How common is urinary incontinence?
Urinary Incontinence is common among women of all ages. Studies show that 25-45% of women suffer from this condition, but researchers found that urinary incontinence is severely under-reported. Approximately 50% of women who visit their ob-gyn with common symptoms such as fibroids, bleeding, and pelvic pain fail to mention accompanying incontinence or difficulty urinating.

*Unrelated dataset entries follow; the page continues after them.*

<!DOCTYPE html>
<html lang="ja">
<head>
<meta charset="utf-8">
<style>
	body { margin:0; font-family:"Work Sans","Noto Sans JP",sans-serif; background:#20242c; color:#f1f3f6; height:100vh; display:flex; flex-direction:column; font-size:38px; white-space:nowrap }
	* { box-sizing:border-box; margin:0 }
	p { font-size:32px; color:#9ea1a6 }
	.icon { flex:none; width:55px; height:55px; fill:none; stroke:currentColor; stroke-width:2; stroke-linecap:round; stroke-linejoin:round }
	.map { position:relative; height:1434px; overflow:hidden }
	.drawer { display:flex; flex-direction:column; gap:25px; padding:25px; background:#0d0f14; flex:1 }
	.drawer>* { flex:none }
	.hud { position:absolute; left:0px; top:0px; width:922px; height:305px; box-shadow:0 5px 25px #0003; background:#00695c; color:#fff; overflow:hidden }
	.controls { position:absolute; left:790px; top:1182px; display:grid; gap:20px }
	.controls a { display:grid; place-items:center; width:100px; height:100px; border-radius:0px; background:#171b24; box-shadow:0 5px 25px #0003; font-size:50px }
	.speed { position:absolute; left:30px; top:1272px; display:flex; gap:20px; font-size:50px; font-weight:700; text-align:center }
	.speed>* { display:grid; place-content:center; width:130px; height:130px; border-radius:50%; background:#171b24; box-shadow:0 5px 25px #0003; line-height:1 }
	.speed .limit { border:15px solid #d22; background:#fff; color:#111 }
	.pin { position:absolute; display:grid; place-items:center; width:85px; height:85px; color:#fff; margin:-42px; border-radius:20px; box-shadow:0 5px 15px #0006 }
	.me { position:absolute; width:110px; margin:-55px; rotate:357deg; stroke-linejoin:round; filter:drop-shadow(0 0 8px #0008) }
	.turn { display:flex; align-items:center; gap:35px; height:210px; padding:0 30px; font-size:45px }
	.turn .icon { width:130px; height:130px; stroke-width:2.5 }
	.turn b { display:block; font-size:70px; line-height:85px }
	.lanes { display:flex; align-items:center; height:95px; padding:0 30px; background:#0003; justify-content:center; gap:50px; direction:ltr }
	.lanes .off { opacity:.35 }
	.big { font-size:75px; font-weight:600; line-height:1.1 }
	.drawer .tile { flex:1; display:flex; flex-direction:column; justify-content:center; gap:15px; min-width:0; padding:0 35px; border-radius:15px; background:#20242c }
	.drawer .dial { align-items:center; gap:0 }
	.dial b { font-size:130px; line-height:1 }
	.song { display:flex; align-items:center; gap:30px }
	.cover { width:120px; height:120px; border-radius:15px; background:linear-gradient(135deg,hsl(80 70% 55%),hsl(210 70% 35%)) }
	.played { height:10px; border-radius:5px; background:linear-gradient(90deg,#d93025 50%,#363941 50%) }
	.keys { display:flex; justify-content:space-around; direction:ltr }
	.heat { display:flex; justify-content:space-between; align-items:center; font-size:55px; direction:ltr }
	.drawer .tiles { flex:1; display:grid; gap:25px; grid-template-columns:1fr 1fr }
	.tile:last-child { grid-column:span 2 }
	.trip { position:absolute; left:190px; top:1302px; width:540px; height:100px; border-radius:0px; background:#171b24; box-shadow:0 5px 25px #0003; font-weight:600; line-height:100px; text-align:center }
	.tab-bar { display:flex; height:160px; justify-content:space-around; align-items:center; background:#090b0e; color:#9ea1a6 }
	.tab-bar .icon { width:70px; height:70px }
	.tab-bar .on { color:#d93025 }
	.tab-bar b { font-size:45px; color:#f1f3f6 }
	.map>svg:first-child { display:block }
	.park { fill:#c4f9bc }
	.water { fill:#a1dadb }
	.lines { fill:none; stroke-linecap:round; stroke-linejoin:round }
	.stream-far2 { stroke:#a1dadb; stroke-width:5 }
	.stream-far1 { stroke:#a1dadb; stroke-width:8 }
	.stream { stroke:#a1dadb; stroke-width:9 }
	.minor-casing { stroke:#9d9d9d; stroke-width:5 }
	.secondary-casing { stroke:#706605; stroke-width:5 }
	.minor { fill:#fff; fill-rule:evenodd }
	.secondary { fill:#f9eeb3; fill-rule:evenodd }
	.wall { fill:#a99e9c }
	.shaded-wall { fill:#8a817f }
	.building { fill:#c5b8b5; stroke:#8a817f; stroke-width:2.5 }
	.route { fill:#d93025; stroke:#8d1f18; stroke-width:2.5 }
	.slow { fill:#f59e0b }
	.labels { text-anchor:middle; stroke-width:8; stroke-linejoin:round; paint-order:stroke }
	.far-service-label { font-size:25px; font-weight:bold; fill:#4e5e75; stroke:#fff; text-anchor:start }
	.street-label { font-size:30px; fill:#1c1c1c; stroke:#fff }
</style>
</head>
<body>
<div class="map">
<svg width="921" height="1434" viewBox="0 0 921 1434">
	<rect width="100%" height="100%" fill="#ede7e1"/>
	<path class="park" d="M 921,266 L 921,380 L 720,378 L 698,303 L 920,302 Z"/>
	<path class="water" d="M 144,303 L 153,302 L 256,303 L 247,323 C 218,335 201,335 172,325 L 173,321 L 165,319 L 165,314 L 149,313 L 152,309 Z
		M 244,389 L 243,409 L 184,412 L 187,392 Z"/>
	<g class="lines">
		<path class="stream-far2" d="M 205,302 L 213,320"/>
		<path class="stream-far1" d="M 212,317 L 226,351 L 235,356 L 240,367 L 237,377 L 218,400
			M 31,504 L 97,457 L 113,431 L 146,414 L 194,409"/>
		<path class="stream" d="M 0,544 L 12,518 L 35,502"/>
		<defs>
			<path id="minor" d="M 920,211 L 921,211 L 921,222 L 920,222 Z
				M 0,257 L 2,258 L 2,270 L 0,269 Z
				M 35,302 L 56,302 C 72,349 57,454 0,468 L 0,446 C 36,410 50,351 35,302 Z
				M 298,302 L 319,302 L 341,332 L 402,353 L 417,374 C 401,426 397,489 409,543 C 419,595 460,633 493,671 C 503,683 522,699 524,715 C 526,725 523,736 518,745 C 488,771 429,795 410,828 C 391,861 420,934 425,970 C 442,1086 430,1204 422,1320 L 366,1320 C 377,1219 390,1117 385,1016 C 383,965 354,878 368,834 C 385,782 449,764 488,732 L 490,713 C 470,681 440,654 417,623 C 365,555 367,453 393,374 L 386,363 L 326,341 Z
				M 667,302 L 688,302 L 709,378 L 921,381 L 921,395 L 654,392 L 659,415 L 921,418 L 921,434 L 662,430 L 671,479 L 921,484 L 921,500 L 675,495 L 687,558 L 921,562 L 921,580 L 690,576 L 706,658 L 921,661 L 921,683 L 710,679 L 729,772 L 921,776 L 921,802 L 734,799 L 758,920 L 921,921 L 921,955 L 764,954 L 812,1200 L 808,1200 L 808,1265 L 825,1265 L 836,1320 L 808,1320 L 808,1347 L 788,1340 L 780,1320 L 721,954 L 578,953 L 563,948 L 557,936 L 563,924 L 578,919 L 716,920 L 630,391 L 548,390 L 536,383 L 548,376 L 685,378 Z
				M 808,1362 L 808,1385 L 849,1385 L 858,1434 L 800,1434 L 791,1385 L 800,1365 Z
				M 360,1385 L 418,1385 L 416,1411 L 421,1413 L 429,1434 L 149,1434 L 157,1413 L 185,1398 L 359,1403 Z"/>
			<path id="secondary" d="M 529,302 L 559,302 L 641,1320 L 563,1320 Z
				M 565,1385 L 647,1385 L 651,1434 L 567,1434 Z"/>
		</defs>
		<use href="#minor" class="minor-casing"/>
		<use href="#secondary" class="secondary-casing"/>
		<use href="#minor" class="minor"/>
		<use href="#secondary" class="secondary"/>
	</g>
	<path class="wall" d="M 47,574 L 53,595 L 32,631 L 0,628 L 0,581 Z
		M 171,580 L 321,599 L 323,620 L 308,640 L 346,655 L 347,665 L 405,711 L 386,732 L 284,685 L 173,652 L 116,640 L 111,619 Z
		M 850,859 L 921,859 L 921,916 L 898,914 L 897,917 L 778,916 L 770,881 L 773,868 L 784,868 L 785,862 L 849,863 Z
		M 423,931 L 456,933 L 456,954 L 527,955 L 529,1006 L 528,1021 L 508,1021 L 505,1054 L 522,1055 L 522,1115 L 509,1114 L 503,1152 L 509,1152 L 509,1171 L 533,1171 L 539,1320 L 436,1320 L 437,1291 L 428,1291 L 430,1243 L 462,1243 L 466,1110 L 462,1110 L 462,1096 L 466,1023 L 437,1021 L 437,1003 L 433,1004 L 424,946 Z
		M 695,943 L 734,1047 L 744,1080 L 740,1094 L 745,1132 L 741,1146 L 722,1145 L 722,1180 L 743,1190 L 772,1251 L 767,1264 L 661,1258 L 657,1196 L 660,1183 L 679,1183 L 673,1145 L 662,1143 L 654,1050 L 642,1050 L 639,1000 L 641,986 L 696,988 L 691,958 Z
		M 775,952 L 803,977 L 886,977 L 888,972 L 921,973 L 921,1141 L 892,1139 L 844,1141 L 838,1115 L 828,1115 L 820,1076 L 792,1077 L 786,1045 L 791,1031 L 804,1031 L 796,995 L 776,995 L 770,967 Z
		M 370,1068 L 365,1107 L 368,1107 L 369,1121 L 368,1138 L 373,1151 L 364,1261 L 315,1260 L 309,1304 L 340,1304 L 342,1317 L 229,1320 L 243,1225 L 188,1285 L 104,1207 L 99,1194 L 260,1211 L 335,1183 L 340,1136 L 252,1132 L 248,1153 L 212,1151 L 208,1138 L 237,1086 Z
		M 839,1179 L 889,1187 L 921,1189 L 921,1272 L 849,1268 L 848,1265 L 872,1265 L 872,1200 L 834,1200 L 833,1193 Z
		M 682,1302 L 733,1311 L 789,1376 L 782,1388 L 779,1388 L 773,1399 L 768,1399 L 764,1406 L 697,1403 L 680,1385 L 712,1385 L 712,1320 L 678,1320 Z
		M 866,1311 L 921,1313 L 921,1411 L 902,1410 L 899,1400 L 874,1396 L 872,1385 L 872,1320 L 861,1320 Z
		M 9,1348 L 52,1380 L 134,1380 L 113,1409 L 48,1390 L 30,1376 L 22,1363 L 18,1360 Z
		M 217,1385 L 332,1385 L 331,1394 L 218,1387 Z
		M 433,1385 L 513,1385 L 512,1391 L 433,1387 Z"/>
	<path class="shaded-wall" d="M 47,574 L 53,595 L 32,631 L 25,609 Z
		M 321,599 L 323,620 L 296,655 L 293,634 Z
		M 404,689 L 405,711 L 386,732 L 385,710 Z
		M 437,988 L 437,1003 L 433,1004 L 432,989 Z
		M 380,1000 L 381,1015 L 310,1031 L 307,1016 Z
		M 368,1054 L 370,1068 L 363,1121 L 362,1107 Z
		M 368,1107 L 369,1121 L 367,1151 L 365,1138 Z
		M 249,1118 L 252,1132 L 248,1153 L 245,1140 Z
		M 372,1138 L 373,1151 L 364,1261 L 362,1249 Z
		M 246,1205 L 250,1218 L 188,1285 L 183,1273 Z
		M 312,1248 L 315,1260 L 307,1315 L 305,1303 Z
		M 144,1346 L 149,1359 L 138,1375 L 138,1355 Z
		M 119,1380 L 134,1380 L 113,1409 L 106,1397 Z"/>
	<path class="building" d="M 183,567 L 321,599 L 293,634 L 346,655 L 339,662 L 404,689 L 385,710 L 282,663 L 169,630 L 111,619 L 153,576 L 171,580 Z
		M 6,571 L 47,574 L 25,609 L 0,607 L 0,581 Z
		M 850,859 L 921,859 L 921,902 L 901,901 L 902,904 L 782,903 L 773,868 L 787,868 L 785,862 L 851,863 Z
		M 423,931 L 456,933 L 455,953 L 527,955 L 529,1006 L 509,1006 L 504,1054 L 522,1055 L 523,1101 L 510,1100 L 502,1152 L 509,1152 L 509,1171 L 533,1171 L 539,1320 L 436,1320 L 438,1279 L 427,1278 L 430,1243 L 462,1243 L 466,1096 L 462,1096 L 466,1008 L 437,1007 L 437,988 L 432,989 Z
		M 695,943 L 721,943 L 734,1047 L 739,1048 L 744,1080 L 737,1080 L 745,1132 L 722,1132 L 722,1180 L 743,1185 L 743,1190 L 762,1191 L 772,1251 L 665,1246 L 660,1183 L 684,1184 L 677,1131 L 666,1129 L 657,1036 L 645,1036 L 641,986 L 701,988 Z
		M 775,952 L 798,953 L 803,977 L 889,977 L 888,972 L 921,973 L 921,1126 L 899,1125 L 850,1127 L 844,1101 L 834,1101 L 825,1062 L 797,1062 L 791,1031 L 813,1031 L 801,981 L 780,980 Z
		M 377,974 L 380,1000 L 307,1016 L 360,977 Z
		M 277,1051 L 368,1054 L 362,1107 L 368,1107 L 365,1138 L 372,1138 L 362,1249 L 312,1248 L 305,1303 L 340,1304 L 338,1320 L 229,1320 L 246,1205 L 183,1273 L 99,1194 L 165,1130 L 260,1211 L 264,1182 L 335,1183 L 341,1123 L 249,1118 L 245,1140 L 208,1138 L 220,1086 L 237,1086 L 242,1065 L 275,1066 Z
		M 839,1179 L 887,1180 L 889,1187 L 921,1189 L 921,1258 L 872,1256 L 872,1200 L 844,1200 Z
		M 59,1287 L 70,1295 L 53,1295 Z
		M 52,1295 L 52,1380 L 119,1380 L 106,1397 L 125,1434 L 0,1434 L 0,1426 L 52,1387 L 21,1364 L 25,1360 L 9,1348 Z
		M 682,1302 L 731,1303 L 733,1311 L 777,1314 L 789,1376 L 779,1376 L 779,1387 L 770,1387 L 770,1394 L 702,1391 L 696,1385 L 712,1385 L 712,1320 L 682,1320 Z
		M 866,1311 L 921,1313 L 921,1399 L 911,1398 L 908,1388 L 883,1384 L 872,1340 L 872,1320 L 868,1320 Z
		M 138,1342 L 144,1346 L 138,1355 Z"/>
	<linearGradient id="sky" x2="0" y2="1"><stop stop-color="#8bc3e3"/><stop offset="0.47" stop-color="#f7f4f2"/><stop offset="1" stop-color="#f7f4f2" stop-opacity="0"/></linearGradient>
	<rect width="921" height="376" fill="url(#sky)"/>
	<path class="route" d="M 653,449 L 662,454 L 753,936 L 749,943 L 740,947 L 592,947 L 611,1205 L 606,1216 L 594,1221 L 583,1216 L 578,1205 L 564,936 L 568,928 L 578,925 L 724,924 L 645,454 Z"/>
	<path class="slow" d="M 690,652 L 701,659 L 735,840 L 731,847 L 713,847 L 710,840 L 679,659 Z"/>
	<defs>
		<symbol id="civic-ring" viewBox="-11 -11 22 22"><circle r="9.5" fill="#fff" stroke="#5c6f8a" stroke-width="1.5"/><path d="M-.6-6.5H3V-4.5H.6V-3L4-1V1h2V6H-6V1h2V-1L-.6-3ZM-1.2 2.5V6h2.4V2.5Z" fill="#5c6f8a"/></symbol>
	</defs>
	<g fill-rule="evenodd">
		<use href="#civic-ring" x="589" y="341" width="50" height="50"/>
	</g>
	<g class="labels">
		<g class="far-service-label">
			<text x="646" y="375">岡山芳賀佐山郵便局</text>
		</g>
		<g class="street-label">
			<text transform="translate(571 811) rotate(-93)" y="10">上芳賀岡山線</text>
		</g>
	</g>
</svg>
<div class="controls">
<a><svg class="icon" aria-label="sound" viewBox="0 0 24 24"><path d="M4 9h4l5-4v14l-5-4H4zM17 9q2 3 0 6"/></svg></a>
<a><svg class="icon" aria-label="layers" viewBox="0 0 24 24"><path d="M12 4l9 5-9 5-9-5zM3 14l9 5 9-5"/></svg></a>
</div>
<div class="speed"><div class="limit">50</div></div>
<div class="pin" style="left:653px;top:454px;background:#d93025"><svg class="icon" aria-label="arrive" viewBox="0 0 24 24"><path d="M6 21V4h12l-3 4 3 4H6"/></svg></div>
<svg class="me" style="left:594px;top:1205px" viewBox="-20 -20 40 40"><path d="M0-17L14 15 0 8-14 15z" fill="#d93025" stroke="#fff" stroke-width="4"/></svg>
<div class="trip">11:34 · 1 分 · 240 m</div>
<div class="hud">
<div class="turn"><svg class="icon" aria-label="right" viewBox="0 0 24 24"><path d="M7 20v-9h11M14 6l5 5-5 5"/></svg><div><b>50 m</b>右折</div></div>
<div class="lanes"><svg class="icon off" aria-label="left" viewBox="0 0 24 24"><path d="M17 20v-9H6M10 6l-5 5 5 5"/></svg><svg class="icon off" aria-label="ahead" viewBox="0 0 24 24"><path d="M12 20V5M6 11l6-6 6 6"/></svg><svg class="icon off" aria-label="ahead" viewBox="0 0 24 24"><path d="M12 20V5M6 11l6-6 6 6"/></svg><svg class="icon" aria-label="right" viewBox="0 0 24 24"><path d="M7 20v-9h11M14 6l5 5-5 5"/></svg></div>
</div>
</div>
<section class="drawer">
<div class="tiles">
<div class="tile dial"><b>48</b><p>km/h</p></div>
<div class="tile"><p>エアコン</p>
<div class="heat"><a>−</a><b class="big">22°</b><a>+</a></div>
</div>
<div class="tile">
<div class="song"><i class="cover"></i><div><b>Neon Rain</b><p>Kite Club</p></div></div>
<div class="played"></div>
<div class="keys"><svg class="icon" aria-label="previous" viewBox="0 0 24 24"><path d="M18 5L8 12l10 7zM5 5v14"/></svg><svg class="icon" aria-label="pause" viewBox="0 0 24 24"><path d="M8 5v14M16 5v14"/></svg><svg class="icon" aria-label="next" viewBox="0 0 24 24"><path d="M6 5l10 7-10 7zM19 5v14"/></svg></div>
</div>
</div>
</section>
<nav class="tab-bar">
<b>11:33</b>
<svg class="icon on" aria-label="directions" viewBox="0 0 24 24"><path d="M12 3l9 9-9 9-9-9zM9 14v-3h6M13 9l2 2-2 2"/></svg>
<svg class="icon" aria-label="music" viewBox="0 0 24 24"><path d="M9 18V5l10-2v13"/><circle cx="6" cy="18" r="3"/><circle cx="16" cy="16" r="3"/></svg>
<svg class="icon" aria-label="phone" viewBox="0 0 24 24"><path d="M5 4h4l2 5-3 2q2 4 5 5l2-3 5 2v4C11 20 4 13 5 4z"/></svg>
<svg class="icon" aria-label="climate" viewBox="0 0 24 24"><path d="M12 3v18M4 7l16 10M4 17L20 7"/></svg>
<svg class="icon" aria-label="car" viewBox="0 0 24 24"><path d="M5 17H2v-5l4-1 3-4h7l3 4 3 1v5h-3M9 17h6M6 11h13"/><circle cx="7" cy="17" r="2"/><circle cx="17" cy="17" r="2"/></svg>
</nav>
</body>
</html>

Although aging is a contributing factor to urinary incontinence, there are many other factors, including childbirth, medications, or medical disorders, such as Multiple Sclerosis or diabetes, which may cause incontinence in younger women as well. Uchenna Ossai, DPT, PT, WCS, CLT, a UT Health Austin pelvic floor physical therapist and the Pelvic Health Program Manager for Women’s Health, states, “Urinary incontinence is not a badge of honor. Once you have leaked one drop, whether you’re 15 or 50, you should get in to see someone.”
According to the American Urogynecologic Society, the three most common types of urinary incontinence among women include:
- Stress incontinence occurs when the pelvic floor muscles have become weak and no longer hold urine in your body. Laughing, sneezing, coughing, and other activities, such as running and exercise, puts stress on the bladder causing it to leak.
- Urge incontinence, also known as an overactive bladder, occurs when you feel a sudden need to urinate immediately or if you wake several times at night to urinate and/or you cannot make it the bathroom on time. This condition is common in individuals with diabetes and multiple sclerosis.
- Mixed incontinence is an incontinence condition where you may experience both stress and urge incontinence.
What treatments are available?
You may think that a diagnosis of incontinence means wearing diapers and pads for the rest of your life. Although, this may be true for some patients, your care team will discuss many treatment options for incontinence with you. Some women do well with simple lifestyle changes, including fluid control, dietary changes, bladder training or retraining, and pelvic floor exercises. There are also medications your provider may prescribe to help control incontinence, or a provider may recommend a pessary, a device used to treat incontinence and prolapse. For more complex or chronic incontinence conditions, providers and their patients may discuss surgical options, injections, or nerve stimulation. Our approach to care at Women’s Health is dependent upon the patient’s priorities, goals, and beliefs, because we know that every person’s incontinence, its causes, and their lifestyle is different.